The book is obviously aimed towards virus defense, although both sides are covered in [at times] excruciating detail. The entire part is dedicated to history and technology of virus scanning. Personally, I never saw it covered with that level of detail. Finally, I had a chance to learn what `heuristic detection' means. On the defense side, the book also covers behavior blocking and host intrusion prevention, which has a chance of emerging as the main approaches of virus fighting, supplanting pure signature-based scanning. Similarly fun was a section on network-level defense strategies (such as using ACLs, firewalls, etc).

A surprisingly small chapter covers malicious code analysis techniques. I would have appreciated a more detailed info on using VMware for malware analysis.

Overall, the book is very technical, but (if need be) can be read without diving too deeply into PDP11 assembly  , just to get familiar with all the malware classifications, infection methods and other tricks. Highly recommended for technical security professionals, might also benefit others in IT and beyond. I think it will also fit the textbook profile for an advanced computer security course.

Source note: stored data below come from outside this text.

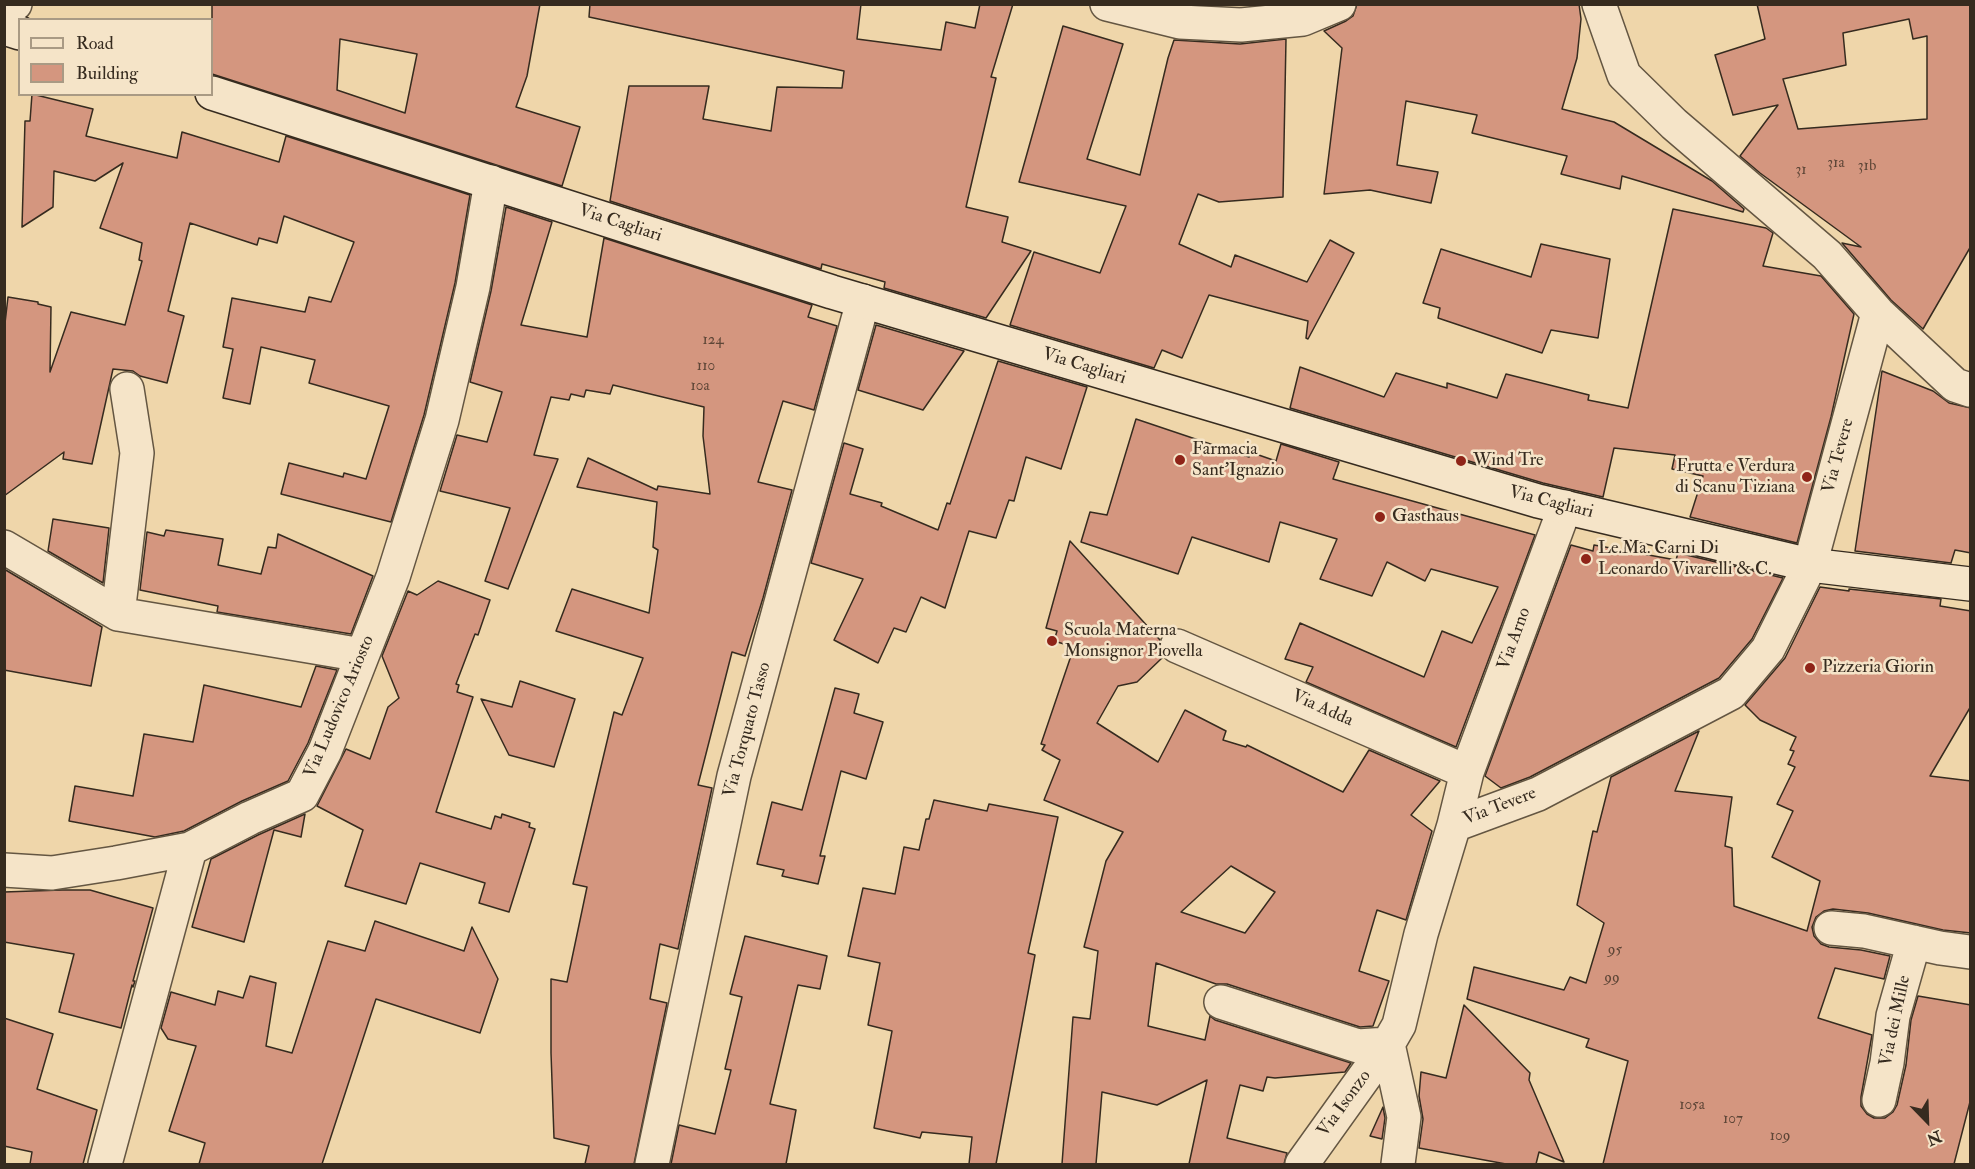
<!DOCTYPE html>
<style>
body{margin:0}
#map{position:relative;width:1975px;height:1169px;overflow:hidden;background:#efd6aa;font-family:"IM FELL Double Pica",serif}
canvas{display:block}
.frame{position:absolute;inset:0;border:6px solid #362b1f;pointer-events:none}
.legend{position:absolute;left:18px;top:18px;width:195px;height:78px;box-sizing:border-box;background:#f5e4c8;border:2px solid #a99a84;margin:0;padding:8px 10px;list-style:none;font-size:18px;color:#362b1f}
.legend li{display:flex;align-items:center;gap:12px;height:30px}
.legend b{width:30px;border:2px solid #a99a84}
.north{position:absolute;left:1897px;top:1091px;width:60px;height:60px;-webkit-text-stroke:4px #f5e4c8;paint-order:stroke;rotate:157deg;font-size:16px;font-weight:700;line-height:24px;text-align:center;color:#362b1f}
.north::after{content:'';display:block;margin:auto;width:21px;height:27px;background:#362b1f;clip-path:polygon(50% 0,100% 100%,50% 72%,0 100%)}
</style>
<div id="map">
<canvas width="1975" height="1169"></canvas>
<div class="frame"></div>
<ul class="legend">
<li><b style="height:8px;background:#f5e4c8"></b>Road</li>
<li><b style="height:16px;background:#d4967f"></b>Building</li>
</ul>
<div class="north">N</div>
</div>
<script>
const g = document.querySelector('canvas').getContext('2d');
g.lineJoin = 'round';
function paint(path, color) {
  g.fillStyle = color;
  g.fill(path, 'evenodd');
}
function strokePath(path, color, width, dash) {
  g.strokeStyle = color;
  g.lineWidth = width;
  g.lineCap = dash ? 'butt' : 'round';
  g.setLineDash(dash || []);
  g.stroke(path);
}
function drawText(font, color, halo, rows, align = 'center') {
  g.font = font + ' "IM FELL Double Pica",serif';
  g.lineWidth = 5;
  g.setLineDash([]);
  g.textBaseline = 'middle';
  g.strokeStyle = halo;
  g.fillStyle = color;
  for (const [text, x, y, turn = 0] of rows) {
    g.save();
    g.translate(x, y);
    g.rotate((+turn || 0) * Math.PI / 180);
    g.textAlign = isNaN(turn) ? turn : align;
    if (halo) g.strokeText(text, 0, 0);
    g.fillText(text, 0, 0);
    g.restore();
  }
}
const building = new Path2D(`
 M212,4H540L527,76L516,107L580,127L562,186L212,74ZM340,39L417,54L405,113L337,90Z
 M590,4H861L857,39L941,50L946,22L975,28L980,4H1013L991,77L996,78L966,207L1008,217L1002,242L1031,251L986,318L884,288L885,282L822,264L821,269L610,201L629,86H709L703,119L771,131L777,87L842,88L844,71L589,17Z
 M1357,4H1579L1581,19L1577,58L1562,109L1614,122L1712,181L1744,209L1743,212L1622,176L1620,189L1561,174L1567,156L1472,133L1477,115L1406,101L1397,165L1438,172L1431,203L1370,190L1324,194L1342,48L1324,31L1346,21L1353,16Z
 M1757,4H1971V246L1923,329L1891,300L1842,243L1861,247L1760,173L1740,156L1778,105L1733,115L1715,55L1765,39ZM1909,19L1913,39L1927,36V119L1798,129L1783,79L1846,65L1843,33Z
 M1063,26L1123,44L1087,159L1140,175L1168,58L1174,40L1240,44L1286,39L1283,197L1219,202L1198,194L1179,244L1231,267L1235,255L1307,282L1330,240L1354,253L1308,339L1306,338L1308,321L1209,295L1182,358L1162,350L1154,368L1010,325L1034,252L1100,273L1126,206L1019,182Z
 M32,94L93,109L86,136L177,158L182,132L279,162L286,136L470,195L455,283L424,415L391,522L281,494L289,463L343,477L344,473L366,479L389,406L309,383L315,360L261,347L250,404L223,398L233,349L223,347L232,298L305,312L309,297L331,302L354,242L284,216L277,243L259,238L257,245L190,223L168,311L184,316L167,383L140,376L133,371L113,369L92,464L63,459L64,452L4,496V332L8,297L38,302V304L51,307L50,372L71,312L125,325L142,261L139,260L142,243L100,228L123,163L95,181L54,171L53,207L22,227L25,121H30Z
 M506,207L552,222L521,325L587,337L604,238L812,305L808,317L837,326L814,410L783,401L758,482L792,490L763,598L745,656L732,652L698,785L712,788L678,949L660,944L650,999L667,1003L634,1164H585L589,1146L554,1138L551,1053V979L567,982L587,887L573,884L614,712L622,715L643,658L556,631L572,589L649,613L658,550L653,547L657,502L577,487L588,458L657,490L658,486L710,494L703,436L704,407L613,385L610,394L586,390L584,397L571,394L569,400L551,397L534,455L558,459L508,589L485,581L510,508L440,491L457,435L487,442L502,392L470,382L491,291Z
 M1673,209L1766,228L1773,233L1763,266L1821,276L1854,314L1831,417L1797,543L1690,517L1703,476L1672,469L1675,455L1614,448L1603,497L1543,483L1290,408L1300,367L1384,397L1396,373L1447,388V383L1497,398L1506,374L1589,395L1588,400L1628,408Z
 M1541,244L1610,259L1598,338L1551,330L1542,353L1438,318L1440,308L1423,303L1441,249L1531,277Z
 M876,325L964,351L923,410L858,390Z
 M998,361L1087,387L1061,469L1026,457L1014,501L1009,500L996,538L969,531L945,608L921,597L906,632L894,628L878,663L834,640L863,579L811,563L844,443L863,449L850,494L882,503L881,506L938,530L947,503L950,504Z
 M1882,371L1933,391L1949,403L1971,408V553L1955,550L1951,563L1855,551Z
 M1136,419L1249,457L1250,452L1276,461L1281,444L1339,462L1333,479L1535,535L1456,747L1306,682L1313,667L1285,659L1300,623L1424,677L1442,631L1472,643L1498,587L1431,569L1425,581L1387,562L1372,596L1320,579L1337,539L1280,522L1269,562L1192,537L1178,574L1081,542L1090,512L1107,515Z
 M53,519L109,528L103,583L48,551Z
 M166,530L223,539L218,565L261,574L268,547L276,548L278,534L373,576L351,634L217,612L218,606L140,590L147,532L164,536Z
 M1070,541L1160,640L1159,649L1162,658L1137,682L1118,686L1097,723L1158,762L1185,710L1226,731L1223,740L1246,747L1247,745L1343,792L1369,750L1440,781L1411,815L1432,831L1406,920L1377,910L1359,971L1389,981L1373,1026L1360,1027L1227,984H1216L1156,963L1148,1026L1205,1040L1210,1016L1215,1020L1351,1063L1345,1072L1275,1078L1267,1077L1263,1091L1240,1085L1227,1138L1287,1153L1284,1164H1189L1207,1080L1157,1105L1102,1092L1096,1164H1062L1073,1017L1090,1019L1098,951L1084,947L1106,861L1123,832L1044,800L1060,760L1042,750L1045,745L1041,744L1074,647L1054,641L1057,631L1046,628ZM1231,866L1275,892L1245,933L1181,912Z
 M1571,545L1593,551L1594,545L1676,560L1678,553L1783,578L1752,639L1719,678L1530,777L1501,788L1485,776Z
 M4,569L102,627L91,686L4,670Z
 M438,581L490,600L478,635L475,634L456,684L459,685L457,692L473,697L436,812L491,829L495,816L501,818L502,814L530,823L529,827L535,829L509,912L479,903L485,883L420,863L406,904L345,886L363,830L317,806L346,749L370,759L388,707L399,698L382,656L408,591L417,595Z
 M1820,587L1849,591V589L1941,599L1940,606L1971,611V706L1930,776L1971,781V933L1943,930L1868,913L1833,909L1824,911L1816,917L1812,927L1814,936L1821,944L1829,947L1861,950L1890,956L1884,979L1835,968L1818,1018L1872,1035L1861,1097V1106L1867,1114L1874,1118H1885L1893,1112L1897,1105L1906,1065L1911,1020L1918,996L1971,1005V1098L1954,1164H1603L1628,1061L1586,1047L1589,1039L1467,999L1474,967L1564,990L1570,977L1586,983L1604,923L1577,905L1593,831L1597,832L1611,777L1699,731L1675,791L1732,797L1725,846L1732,848L1734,906L1807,931L1820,881L1772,857L1793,811L1777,804L1795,767L1788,764L1794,751L1790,750L1796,737L1760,720L1745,705L1785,658Z
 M316,666L337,670L308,743L288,781L242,801L184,831L155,837L69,821L75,786L133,796L144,734L193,742L204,685L301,707Z
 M520,681L575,699L554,767L509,755L481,699L512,707Z
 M835,688L859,694L854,713L883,722L866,779L841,771L820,856H825L818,884L782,876L784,870L757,864L772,802L802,810Z
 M934,800L987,811L989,804L1058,817L1028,953L1035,955L996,1164H969L972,1137L922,1132L920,1138L874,1128L892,1031L868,1025L880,963L848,956L863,888L895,894L904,847L919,850L926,819H929Z
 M305,814L301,837L274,830L244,942L192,927L211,859L258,835Z
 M62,890H90L153,908L133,981H135L133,987L132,985L121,1028L59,1012L74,954L4,942V892Z
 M375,921L464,951L472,927L498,979L480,1033L376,999L322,1164H199L205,1143L169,1131L196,1046L168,1039L161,1028L171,992L215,1005L218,991L243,998L250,976L276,983L266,1046L292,1053L328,941L365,951Z
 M745,936L827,956L820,989L798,985L770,1104L796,1110L786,1164H671L679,1125L715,1134L731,1070L725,1069L742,997L730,994Z
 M1464,1005L1530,1073L1529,1080L1564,1162L1539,1152L1536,1164H1506L1419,1148L1423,1119L1419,1096L1421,1072L1446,1078Z
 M4,1018L53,1034L37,1089L97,1110L83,1164H30L32,1152L4,1146Z
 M1383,1107L1385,1118L1382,1139L1370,1136Z`);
paint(building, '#d4967f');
strokePath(building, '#362b1f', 1.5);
const minor = new Path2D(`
 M1107,4L1180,22L1241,25L1303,19L1339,4
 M1599,4L1624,75L1674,124L1827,255L1878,313L1955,385L1970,390
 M4,12L15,4
 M4,547L118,614L362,655
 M118,614L137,453L127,389
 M1177,646L1467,772
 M1454,825L1538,794L1731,693L1768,649L1810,565L1878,313
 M4,870L52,873L116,863L190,849L250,818L302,795L325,751L393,577L442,420L473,287L491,182
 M1831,928L1864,931L1940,948L1970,952
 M1221,1002L1358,1046L1388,1044
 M1879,1100L1887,1063L1893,1016L1914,942
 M105,1164L190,849
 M652,1164L734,776L863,301
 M1302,1164L1388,1044
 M1398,1164L1404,1117L1388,1044L1399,1025L1421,934L1454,825L1467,772L1565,507`);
const secondary = new Path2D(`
 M4,28L20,33
 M212,93L832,292L1538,501L1810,565L1970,584`);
strokePath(minor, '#645642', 36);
strokePath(secondary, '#362b1f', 36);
strokePath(minor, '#f5e4c8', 33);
strokePath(secondary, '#f5e4c8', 33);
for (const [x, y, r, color] of [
 [1180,460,6,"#8f2418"],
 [1461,461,6,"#8f2418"],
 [1807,477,6,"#8f2418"],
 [1380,517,6,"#8f2418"],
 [1586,559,6,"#8f2418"],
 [1052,641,6,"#8f2418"],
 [1810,668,6,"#8f2418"]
]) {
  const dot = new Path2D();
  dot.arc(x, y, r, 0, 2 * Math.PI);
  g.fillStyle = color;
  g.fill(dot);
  strokePath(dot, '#f5e4c8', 2);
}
drawText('15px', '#5e4637', null, [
 ["31a",1836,164],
 ["31b",1867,167],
 ["31",1801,171],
 ["124",713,341],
 ["110",706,367],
 ["10a",700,387],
 ["95",1615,951],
 ["99",1612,979],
 ["105a",1692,1106],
 ["107",1733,1120],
 ["109",1780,1137]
]);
drawText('18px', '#362b1f', '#f5e4c8', [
 ["Via Cagliari",620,224,18],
 ["Via Cagliari",1084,367,17],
 ["Via Tevere",1839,456,-75],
 ["Via Cagliari",1551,503,14],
 ["Via Arno",1515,639,-70],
 ["Via Ludovico Ariosto",340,707,-67],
 ["Via Adda",1322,709,24],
 ["Via Torquato Tasso",748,730,-75],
 ["Via Tevere",1500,807,-21],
 ["Via dei Mille",1896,1021,-78],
 ["Via Isonzo",1345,1104,-54]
]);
drawText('18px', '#362b1f', '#f5e4c8', [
 ["Farmacia",1192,450],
 ["Sant'Ignazio",1192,471],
 ["Wind Tre",1473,461],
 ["Frutta e Verdura",1795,467,"right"],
 ["di Scanu Tiziana",1795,488,"right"],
 ["Gasthaus",1392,517],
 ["Le.Ma. Carni Di",1598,549],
 ["Leonardo Vivarelli & C.",1598,570],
 ["Scuola Materna",1064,631],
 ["Monsignor Piovella",1064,652],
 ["Pizzeria Giorin",1822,668]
], 'left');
</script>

Anton Chuvakin, Ph.D., GCIA, GCIH, GCFA is a Security Strategist with a major security company. He is an author of the book "Security Warrior" and a contributor to "Know Your Enemy II". In his spare time, he maintains his security portal info-secure.org

If you are interested in historical details about viruses/malware, if you are searching for details about various techniques getting used by malicious software and if you are interested how people in the AV industry work... This book is definatly THE reference. Peter, a very competent virus researcher, who is known through his various articles in the Virus Bulletin magazine shows you all the techniques you need to analyse, to detect and to remove malicious software. His technical overview includes the entire history of computer viruses and is written in a very impressive and entertaining style. While I have read many books and articles about exploiting software, he also serves the most understandable definition of exploiting techniques like the classical stack overflow etc. I must say that his style impressed me so much that I read through the book in one day, something normally happening to me when reading thrillers of James Patterson. But this book is so well written, that you can rarely lay it out of your hands. You just want to know where Peter leds to, the next step in the voyage through the malicious world of computer viruses and malware. This book is geared through everybody trying to understanding what's happening in the malicious code polluting the Internet. For me well worth the money I spent on it.